A criatura gritou lá de dentro e ele entrou mansinho.

Perdi até a vontade de ficar aqui fora. Vai que eu veja mais alguma assombração noturna. Voltei para minha cama e tentei dormir. Só espero que essa besta não more aqui, senão corro o risco de acordar com mais algum soco.

Levantei cedo. Não consegui dormir muito bem. No quarto ao lado tinha dois animais que não pararam quietos a noite toda, não quero nem imaginar o que estavam fazendo. Decidi sair um pouco para caminhar. Encontrei a Flávia na pracinha. Acho que ela faz caminhadas. Sei que me arrependerei depois, mas preciso saber das fofocas.

–Bom dia, Flávia! –Cumprimentei.

–Bom dia, Rogério! Está melhor?

–Um pouco. Só esse meu olho que ficou com essa mancha horrível.

–Daqui uns dias some. Pelo menos não quebrou o nariz.

–Menos mal que foi só no olho.

–Você faz caminhada? Eu caminho todo dia e nunca te vi por aqui. Se fizer, podemos marcar de caminhar juntos.

Se eu fizesse, eu mudaria minha rota para não caminhar com você.

–Não, não faço. Só decidi sair um pouco hoje.
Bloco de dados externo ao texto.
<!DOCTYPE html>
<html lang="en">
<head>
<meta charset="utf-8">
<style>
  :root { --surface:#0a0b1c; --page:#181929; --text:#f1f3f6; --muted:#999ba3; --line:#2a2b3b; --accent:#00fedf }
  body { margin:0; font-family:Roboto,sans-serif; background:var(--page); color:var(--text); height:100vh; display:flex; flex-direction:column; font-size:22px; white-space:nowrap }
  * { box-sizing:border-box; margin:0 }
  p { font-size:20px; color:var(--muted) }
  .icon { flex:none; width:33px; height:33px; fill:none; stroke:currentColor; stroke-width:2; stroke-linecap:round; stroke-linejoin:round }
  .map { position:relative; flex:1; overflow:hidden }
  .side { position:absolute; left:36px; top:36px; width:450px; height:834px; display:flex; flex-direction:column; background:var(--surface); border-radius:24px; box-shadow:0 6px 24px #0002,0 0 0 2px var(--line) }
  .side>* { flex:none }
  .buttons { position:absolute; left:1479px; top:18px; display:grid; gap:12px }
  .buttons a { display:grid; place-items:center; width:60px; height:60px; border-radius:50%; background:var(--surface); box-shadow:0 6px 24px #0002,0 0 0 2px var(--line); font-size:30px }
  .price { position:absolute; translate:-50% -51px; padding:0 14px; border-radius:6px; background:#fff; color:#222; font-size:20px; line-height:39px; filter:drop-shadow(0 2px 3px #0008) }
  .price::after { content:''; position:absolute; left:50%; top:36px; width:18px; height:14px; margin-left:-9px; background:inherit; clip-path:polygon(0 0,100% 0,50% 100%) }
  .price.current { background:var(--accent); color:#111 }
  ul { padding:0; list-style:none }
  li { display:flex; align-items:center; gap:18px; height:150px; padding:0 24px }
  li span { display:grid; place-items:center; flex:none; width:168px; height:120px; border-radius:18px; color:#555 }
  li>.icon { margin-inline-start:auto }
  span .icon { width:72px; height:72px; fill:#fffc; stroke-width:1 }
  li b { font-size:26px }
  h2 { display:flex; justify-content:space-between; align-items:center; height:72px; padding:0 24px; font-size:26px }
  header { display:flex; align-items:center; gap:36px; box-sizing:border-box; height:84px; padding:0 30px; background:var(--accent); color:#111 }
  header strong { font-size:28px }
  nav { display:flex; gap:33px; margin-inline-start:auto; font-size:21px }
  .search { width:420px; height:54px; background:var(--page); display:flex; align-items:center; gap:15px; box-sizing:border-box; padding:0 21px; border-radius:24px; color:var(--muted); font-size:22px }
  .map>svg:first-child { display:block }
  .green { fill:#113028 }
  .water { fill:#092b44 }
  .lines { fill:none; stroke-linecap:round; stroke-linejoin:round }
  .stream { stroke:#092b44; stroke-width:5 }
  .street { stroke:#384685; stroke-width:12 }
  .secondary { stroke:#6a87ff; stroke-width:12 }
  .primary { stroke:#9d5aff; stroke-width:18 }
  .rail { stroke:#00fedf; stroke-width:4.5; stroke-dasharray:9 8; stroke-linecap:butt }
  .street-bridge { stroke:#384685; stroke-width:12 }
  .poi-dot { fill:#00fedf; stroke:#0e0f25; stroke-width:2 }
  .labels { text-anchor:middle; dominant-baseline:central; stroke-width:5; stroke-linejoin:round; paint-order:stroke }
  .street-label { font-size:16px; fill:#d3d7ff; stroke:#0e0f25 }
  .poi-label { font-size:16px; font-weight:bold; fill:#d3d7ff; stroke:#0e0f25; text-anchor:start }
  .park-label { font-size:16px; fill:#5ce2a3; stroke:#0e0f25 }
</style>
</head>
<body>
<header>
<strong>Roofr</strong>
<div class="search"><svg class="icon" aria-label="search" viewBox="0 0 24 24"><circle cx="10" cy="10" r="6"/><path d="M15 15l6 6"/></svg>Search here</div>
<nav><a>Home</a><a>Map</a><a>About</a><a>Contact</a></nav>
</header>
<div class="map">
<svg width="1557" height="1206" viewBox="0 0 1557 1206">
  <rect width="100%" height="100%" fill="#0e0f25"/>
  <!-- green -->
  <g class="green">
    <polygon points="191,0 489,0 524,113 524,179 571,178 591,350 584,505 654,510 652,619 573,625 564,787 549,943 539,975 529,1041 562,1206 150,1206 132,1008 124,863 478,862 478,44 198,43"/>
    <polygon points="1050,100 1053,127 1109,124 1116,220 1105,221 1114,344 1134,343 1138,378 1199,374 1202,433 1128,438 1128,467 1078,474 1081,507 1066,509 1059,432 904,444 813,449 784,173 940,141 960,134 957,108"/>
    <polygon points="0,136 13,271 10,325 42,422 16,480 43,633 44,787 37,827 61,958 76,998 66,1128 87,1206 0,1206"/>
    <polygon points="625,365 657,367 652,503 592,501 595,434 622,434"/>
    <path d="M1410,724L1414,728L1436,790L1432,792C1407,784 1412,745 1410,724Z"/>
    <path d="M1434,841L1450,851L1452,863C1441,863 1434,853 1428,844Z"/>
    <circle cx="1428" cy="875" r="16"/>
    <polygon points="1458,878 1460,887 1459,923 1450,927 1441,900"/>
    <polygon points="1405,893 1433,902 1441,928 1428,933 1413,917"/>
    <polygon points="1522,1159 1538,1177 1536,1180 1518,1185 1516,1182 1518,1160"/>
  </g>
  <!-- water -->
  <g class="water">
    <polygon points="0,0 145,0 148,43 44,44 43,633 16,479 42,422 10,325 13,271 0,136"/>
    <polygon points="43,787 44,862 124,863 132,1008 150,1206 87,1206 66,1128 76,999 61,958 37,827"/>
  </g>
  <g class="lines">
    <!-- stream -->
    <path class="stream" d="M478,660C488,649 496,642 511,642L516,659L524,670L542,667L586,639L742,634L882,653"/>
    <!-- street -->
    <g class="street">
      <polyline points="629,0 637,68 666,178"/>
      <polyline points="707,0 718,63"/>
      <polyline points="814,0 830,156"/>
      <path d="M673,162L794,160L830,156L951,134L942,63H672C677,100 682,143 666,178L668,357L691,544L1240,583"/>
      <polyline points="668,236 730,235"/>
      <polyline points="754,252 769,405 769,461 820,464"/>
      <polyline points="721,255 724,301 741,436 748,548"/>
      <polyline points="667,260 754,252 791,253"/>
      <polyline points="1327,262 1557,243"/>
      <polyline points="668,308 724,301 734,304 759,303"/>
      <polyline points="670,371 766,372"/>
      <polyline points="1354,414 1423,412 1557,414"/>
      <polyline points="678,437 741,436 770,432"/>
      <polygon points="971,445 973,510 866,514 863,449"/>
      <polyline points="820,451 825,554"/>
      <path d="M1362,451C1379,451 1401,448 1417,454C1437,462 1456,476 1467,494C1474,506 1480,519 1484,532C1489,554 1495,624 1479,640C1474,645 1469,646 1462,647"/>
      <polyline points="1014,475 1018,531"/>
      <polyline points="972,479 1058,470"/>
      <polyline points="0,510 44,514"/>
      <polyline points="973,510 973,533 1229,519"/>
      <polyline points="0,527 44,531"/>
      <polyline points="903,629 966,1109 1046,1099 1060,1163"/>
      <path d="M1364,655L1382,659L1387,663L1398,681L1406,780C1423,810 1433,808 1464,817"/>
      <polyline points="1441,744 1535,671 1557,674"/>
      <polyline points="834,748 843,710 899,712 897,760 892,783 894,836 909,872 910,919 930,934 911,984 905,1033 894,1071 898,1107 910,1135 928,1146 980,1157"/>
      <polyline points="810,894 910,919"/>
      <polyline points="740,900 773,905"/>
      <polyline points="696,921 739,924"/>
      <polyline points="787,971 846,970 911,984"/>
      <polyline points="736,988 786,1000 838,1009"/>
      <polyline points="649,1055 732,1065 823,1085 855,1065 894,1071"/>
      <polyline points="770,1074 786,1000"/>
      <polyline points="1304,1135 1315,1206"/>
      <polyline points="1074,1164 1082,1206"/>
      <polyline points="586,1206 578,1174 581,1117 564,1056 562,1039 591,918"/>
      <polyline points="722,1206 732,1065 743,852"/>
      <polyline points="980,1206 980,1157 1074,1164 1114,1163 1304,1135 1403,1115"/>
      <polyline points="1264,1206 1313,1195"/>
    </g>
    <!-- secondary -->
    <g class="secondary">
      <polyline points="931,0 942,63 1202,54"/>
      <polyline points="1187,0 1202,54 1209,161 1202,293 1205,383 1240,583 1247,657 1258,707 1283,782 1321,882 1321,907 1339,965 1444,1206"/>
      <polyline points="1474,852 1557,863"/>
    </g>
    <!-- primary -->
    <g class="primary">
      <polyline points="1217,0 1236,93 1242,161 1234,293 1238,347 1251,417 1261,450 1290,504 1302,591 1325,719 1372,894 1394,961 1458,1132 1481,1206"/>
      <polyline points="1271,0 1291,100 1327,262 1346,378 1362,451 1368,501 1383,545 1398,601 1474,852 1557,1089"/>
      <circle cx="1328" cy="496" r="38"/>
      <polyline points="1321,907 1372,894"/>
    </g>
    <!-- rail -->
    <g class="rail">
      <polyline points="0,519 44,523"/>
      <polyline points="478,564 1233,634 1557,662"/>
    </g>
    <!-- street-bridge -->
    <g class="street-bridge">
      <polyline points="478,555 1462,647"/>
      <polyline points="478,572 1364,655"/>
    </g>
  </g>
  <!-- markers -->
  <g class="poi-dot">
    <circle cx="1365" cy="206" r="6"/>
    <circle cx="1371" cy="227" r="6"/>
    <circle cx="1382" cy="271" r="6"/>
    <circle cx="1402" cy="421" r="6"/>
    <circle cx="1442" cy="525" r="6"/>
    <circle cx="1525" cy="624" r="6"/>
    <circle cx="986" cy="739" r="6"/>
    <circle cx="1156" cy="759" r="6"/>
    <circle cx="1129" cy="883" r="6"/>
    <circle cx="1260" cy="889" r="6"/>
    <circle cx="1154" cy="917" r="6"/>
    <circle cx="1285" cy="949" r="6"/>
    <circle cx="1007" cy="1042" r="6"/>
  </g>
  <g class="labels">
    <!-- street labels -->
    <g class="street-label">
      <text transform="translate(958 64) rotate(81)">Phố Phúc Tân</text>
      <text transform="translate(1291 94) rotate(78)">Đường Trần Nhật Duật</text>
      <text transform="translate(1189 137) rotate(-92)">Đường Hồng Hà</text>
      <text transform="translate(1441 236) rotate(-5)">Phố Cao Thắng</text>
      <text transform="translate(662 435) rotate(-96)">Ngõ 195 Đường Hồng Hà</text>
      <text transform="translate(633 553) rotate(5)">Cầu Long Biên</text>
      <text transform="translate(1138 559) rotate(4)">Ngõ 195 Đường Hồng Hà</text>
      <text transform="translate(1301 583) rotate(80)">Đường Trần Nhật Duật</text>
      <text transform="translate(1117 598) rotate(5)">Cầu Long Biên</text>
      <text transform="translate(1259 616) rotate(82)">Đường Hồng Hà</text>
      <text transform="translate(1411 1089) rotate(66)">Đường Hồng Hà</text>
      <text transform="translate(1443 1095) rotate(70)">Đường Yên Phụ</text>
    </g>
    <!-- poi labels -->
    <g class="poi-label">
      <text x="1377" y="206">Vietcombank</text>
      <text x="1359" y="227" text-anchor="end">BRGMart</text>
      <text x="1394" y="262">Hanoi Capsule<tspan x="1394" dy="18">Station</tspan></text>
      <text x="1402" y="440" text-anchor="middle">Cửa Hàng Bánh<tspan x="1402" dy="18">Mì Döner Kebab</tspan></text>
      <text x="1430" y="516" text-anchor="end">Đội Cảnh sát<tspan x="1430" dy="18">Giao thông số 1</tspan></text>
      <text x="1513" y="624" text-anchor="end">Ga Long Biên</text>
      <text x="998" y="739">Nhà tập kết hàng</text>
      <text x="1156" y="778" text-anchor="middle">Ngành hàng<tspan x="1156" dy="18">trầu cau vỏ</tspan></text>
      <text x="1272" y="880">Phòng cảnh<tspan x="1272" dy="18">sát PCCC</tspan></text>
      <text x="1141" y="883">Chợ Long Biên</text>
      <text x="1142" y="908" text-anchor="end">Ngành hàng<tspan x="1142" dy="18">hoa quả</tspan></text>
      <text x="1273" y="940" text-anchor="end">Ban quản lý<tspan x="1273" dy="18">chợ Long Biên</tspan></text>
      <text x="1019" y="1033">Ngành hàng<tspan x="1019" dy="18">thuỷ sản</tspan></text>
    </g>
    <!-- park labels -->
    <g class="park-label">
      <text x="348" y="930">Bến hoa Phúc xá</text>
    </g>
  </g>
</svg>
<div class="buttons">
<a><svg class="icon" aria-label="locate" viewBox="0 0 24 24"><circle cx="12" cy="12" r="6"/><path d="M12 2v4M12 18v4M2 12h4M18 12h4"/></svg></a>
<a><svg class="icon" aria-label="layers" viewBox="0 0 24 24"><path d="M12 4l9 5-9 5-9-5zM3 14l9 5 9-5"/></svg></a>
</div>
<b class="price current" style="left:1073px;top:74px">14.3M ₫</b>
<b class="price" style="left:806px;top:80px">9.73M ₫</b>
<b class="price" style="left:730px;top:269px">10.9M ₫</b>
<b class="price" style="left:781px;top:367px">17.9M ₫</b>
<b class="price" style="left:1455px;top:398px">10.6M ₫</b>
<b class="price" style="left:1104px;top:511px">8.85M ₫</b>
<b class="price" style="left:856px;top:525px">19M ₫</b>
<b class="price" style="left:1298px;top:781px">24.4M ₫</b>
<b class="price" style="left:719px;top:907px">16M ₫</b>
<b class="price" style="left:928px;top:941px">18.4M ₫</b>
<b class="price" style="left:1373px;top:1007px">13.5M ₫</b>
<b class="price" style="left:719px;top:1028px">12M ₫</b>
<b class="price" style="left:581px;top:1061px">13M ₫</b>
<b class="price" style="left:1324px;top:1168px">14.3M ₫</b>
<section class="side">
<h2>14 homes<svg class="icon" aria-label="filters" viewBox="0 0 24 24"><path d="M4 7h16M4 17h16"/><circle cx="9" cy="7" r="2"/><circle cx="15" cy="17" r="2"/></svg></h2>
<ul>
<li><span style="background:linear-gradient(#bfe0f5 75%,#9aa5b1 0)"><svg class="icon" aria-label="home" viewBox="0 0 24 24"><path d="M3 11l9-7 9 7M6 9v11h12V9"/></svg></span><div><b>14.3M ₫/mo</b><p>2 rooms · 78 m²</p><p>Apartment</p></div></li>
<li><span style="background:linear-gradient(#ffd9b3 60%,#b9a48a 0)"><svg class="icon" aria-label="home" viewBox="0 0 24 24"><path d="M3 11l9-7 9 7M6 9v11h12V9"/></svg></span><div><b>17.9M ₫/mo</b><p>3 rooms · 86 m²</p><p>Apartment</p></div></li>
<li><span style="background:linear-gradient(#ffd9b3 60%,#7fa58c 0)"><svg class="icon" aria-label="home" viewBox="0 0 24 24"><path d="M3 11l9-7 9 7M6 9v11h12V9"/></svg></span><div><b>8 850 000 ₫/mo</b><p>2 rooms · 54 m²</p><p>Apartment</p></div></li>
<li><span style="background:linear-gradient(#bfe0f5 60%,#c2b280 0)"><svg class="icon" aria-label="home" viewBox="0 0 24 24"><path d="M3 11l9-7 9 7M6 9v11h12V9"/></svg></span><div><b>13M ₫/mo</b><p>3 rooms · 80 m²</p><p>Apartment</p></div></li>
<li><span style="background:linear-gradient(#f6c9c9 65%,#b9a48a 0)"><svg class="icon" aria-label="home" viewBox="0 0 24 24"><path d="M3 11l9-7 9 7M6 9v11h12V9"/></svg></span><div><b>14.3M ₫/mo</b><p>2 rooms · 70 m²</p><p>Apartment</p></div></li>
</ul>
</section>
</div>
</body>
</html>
–É uma pena que não faça, mas ao menos hoje terei uma companhia.

–Flávia, posso te perguntar algo?

–Tudo o que você quiser, gato.

E lá vem as cantadas a essa hora da manhã.

–A besta que me atacou mora na pensão?

–O Carlos?

–Acho que é, não sei o nome.

–Está com medo dele, Rogerinho?

Se ela soubesse como adoro que diminuam meu nome.

–Não. É apenas precaução, digamos. Não quero ser acordado com mais nenhum soco.

–O Carlos vive e não vive aqui.

–Como isso? Ele briga com ela e vai embora e depois faz as pazes e volta?

–Não, não é isso. Ele é representante comercial e quando não está viajando vem para cá.

–Aquela besta é representante comercial? Como ele faz para persuadir os clientes a comprarem? Bate neles?

–Você é uma comédia, Rogério. Não até que ele é bem simpático. Sempre levou jeito com as pessoas.

–Claro, uma simpatia. É tão simpático que a simpatia dele tá marcada aqui no meu rosto.

–O Carlos não é mal. Você vai mudar de ideia quando conhecê-lo.

–E como funciona isso dele viajar?

–Ele costuma viajar uma semana, quinze dias e depois volta e fica, mais ou menos esse tempo.

Muito reconfortante isso. 15 dias convivendo no mesmo local com a besta. 15 dias tranquilo e 15 dias correndo risco de vida.

–E a Lívia está com ele há muito tempo.

–Curioso você, hein.

–Um pouco.

–Ela está com ele já deve ter uns 2, 2 anos e pouco.

Dois anos enrolando ela e ainda não casaram?

–E são noivos? Digo, não vi aliança.

–Que eu saiba, não. Mas a Lívia já está fazendo pressão para casarem e formarem família.

Queira Deus. Que formem família, comprem casa, tenham 20 filhos e sumam dali o mais rápido possível.

–Espero que ela consiga.

–Agora chega de falar deles. Que tal se falássemos de nós? Você é comprometido?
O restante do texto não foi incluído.